Песня закончилась. Время без пяти девять. Пора. Эсэс уже на месте.
Ничего, подождет.
Марк вышел в коридор. Из рогачовского кабинета несся стук пишущей машинки.
Долби, долби, дятел. Сейчас тебе будет такой сюжет, какого ты нипочем не сочинил бы.
А может что-то изменилось, и «волги» под окном нет? — пискнула вдруг вертлявая мыслишка.
Подошел, посмотрел.
Стоит «волга». Прямо под окном.
Взялся за шпингалет, но из пальцев куда-то делась сила. Не могли повернуть ручку.

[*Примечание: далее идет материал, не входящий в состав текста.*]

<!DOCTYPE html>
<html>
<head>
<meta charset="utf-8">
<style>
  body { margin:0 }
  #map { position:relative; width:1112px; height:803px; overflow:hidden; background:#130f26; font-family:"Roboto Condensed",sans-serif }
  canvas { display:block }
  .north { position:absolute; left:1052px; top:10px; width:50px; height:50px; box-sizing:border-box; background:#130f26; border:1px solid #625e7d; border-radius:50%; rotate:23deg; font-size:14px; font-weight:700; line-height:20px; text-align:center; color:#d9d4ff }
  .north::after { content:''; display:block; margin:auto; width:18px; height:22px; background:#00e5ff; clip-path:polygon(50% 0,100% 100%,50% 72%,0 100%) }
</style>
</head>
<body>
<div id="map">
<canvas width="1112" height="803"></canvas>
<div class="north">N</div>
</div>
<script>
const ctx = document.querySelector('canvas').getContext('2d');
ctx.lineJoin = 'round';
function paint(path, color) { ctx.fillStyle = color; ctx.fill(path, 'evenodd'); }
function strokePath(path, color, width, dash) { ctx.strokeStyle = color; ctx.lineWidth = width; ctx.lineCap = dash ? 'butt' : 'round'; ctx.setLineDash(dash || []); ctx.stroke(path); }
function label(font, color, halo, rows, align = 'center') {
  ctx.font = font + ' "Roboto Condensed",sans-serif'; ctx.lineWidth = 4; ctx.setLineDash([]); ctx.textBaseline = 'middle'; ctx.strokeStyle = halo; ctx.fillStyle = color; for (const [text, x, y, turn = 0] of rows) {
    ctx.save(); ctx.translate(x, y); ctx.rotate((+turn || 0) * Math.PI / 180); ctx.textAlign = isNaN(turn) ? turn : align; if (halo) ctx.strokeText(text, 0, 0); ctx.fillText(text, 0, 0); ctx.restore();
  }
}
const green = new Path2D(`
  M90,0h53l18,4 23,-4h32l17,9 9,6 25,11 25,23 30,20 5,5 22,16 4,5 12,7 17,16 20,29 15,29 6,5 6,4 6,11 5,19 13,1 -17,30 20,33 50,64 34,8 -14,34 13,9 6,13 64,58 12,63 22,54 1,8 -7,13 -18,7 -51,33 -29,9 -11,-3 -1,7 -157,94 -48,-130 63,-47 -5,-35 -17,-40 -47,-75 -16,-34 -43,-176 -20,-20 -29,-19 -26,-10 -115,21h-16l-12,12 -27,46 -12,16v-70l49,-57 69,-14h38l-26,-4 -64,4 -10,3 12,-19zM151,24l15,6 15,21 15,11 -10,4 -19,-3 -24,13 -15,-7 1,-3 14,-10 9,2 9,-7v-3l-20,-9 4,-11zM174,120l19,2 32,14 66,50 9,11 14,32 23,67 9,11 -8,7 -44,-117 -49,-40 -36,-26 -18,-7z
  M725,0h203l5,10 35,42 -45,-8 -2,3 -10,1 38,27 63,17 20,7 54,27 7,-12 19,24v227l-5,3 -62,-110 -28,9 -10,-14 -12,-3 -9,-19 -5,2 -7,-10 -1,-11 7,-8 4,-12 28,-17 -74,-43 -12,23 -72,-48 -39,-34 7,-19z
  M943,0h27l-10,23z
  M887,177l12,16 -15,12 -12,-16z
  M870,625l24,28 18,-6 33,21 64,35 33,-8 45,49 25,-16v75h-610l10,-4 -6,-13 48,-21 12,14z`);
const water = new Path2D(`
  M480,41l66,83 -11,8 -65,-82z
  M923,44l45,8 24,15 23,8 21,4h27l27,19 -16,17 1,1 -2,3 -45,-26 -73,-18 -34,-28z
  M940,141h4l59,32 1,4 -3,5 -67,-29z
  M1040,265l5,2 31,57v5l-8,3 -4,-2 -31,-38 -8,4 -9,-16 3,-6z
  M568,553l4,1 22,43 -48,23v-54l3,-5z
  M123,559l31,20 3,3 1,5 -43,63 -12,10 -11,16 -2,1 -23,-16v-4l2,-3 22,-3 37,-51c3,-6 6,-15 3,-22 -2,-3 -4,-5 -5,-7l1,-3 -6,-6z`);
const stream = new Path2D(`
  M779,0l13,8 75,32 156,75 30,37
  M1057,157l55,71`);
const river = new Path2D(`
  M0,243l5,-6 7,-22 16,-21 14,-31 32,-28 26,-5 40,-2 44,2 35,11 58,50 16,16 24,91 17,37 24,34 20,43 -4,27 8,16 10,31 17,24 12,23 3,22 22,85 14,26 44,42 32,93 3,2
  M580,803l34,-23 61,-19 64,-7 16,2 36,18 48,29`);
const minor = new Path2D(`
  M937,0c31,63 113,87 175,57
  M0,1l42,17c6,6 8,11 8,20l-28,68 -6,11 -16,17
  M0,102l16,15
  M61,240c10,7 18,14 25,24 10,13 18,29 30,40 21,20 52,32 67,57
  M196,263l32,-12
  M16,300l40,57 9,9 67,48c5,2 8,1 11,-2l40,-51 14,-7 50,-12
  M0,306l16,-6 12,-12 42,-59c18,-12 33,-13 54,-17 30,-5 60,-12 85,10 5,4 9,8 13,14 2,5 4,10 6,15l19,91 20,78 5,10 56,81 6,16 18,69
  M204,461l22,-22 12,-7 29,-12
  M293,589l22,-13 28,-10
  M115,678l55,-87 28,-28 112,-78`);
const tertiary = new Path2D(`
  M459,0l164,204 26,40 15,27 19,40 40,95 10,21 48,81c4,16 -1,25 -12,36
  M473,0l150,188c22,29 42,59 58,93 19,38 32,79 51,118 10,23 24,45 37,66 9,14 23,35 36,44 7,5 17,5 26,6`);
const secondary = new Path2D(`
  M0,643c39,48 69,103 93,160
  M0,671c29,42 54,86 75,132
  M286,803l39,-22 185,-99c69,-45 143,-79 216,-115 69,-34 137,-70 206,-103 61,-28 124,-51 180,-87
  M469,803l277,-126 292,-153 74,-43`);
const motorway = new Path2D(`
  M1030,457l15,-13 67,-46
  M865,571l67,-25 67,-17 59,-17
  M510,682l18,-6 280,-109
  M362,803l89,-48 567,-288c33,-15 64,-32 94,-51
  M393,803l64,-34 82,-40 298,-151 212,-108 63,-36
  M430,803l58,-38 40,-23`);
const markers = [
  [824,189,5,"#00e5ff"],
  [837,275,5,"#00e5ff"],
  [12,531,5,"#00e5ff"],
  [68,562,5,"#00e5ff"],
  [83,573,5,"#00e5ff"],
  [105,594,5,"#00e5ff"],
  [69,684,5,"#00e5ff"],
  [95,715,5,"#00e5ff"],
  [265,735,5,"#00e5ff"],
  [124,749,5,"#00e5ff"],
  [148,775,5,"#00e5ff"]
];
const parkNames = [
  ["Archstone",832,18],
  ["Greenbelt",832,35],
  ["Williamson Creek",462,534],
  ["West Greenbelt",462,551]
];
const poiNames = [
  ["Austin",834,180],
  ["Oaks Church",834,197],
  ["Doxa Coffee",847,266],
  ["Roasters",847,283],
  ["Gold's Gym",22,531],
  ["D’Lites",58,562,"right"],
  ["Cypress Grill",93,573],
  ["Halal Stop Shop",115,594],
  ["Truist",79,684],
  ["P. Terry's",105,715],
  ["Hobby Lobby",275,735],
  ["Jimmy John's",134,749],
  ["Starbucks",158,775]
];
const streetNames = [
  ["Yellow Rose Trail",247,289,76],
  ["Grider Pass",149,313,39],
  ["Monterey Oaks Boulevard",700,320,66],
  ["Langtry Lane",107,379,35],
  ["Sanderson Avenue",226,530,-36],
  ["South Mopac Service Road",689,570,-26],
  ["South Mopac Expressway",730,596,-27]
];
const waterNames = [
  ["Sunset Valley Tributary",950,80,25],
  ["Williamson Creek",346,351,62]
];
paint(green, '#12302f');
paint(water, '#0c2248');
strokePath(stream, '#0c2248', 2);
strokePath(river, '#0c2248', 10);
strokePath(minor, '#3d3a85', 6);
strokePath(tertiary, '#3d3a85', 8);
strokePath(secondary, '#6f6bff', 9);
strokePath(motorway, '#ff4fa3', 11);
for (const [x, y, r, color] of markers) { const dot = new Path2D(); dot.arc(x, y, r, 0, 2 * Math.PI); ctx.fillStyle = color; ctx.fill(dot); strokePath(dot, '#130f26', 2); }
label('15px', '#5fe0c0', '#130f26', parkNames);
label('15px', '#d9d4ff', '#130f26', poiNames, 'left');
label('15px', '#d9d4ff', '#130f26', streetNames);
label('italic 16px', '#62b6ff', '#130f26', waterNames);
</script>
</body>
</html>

Сжав зубы, взялся второй рукой. Повернул. Раскрыл раму.
И тут зазвонил телефон. Черт, как некстати! Только-только справился с паникой, взял себя в руки.

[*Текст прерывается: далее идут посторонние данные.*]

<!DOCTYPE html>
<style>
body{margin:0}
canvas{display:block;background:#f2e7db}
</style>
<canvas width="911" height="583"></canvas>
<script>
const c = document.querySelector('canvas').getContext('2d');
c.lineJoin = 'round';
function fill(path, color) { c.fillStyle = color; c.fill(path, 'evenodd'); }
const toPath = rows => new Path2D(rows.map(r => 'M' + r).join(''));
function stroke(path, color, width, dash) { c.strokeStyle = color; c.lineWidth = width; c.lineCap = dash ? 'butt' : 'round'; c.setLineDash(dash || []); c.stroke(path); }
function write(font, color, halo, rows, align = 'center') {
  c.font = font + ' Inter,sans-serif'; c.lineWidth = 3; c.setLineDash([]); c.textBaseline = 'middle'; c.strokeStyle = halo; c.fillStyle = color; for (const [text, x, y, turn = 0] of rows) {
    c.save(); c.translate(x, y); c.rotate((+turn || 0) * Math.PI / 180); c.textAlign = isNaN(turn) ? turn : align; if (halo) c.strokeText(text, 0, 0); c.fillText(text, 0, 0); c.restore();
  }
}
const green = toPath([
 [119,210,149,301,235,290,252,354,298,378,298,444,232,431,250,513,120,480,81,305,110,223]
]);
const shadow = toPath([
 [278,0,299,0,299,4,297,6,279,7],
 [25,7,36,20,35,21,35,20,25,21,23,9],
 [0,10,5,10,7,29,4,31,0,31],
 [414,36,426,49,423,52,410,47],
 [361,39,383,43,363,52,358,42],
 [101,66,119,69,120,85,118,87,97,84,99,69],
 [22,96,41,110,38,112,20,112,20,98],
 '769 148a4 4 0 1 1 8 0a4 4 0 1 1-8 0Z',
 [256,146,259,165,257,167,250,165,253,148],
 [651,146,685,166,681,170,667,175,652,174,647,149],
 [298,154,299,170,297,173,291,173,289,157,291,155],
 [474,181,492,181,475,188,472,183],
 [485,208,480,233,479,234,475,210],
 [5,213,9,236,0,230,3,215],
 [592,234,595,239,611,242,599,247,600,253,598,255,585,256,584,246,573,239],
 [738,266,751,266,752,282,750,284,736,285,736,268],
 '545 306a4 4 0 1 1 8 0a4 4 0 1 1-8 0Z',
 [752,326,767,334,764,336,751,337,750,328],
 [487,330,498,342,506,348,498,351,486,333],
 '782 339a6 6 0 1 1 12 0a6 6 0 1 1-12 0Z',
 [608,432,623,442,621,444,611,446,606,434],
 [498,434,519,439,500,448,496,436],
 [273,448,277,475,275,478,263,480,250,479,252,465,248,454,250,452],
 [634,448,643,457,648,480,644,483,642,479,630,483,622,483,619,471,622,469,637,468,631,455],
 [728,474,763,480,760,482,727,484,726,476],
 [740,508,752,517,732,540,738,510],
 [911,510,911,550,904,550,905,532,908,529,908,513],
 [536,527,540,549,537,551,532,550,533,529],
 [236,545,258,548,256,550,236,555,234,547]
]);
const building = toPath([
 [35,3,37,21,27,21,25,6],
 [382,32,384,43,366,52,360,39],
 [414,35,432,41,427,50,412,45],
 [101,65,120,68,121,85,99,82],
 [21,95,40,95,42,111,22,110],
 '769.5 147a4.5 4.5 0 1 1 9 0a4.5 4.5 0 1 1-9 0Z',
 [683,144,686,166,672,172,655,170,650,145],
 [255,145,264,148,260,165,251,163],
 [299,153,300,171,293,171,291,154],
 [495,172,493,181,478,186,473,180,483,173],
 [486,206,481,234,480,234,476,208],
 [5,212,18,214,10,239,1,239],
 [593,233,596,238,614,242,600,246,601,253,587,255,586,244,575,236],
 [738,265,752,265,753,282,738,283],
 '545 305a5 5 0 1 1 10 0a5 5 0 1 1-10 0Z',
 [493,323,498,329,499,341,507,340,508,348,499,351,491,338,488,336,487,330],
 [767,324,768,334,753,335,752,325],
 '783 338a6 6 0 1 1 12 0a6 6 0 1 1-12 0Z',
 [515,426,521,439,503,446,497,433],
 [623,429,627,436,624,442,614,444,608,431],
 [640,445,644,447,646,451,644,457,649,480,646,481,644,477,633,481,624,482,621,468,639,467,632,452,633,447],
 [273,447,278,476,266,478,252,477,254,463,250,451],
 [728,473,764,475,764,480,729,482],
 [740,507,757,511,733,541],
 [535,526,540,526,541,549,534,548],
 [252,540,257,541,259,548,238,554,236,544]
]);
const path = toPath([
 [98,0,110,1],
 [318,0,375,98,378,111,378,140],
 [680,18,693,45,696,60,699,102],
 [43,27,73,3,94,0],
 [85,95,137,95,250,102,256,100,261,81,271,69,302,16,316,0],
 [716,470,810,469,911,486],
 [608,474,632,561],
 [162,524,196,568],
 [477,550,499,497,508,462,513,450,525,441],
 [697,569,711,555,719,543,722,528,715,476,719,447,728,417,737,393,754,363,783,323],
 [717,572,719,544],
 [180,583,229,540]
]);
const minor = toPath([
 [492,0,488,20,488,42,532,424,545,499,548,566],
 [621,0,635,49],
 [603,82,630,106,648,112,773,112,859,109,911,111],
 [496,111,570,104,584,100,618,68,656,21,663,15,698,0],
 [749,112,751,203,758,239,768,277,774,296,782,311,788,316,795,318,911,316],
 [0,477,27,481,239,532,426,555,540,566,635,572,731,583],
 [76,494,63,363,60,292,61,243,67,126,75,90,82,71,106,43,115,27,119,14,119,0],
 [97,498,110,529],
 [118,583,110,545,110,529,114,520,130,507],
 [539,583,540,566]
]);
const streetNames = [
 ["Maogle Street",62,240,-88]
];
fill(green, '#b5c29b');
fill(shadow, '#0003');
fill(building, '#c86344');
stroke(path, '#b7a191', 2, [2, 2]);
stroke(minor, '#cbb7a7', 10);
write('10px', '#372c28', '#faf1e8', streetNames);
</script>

Звонок, еще звонок, еще. Наконец умолк.
— Марк! Я что тебе, секретарша? Я между прочим работаю! — рыкнул из своего логова отчим. — Это тебя! Да Марк же!
— Сейчас! — отозвался он, испугавшись, что этот сейчас выглянет из кабинета. Не при нем же на подоконник влезать?
Кто там еще?
Вернулся в комнату.
— Это кто?
— Хер в пальто, — ответил сердитый девичий голос. — Сестра твоя любимая. Я же просила, в девять будь у телефона. Пришлось нос пальцами зажать, чтоб папаня не узнал… Хотя он и не узнал бы. Откуда ему знать доченькин голосок? Маман утром наконец отваливает. Две недели визы дожидалась. Завтра к семи вечера приезжай. На занятие кружка «Умелые руки». А также прочие части тела… Ты чего, язык проглотил? Алё?
— Я здесь.
— Запоминай адрес.
Продиктовала.
— Окей, — глухо сказал он.
Мэри хихикнула.
— Ой, оно заробело. Не робей, воробей.
Повесила трубку.
Он смотрел на аппарат.
Это жизнь не хочет меня отпускать. Хватает за рукав. Дурак, на кой тебе головой вниз? Оставайся. Будет тебе и Париж, и кишмиш, и много всего другого, не только плохого, но и хорошего. А так — ничего не будет…
Следующая мысль была того пуще. Так и помрешь мальчиком-одуванчиком, не попробовав по-настоящему этого самого? Расшибить себе башку можно и после. Завтра не ходи на день рождения, иди к Мэри. А потом… потом видно будет.